### Source records
+===+
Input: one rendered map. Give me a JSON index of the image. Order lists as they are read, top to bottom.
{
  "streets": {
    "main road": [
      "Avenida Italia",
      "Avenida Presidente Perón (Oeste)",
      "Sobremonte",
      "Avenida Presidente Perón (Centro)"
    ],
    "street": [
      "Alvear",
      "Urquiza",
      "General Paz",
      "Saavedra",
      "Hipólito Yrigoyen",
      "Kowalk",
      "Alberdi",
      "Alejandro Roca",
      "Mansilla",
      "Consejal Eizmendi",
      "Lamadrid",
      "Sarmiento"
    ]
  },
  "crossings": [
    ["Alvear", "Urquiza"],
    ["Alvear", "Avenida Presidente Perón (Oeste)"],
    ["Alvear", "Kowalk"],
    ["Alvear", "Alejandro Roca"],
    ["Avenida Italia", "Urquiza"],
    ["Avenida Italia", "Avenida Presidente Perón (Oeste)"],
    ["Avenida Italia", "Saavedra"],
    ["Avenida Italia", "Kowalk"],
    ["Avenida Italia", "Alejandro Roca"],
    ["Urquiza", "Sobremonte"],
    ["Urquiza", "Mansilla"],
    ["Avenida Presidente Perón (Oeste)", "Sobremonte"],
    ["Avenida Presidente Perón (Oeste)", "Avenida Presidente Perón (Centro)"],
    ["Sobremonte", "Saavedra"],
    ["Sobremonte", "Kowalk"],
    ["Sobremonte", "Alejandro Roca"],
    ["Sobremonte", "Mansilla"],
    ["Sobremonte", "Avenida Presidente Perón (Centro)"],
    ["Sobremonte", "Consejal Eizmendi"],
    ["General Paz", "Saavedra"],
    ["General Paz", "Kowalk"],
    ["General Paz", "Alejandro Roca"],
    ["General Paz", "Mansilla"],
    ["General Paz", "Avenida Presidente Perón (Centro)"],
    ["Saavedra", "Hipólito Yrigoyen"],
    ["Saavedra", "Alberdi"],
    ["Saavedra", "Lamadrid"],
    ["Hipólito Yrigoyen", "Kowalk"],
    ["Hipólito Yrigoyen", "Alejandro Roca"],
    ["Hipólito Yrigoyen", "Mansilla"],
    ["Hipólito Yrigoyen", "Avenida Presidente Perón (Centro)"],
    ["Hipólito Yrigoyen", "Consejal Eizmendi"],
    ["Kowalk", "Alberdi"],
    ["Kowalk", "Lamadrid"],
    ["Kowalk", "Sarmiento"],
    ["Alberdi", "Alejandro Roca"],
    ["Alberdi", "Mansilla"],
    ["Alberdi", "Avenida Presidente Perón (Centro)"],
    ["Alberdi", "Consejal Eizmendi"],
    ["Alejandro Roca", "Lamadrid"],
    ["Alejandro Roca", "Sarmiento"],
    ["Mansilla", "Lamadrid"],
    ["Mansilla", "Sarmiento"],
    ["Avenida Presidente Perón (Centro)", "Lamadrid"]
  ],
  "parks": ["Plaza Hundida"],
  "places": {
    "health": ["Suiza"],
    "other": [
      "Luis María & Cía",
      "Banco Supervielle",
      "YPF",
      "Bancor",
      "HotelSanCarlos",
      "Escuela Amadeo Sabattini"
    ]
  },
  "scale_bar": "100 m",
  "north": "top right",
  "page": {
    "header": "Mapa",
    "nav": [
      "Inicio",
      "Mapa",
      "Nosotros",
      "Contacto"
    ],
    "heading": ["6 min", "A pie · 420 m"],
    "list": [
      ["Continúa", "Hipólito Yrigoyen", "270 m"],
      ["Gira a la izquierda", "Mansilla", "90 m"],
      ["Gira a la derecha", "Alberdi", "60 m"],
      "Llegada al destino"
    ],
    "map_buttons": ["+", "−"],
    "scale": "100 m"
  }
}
+===+
### Task item
Within this material, how many lines include the word "General"? State only the number.

### Solution for this exercise
6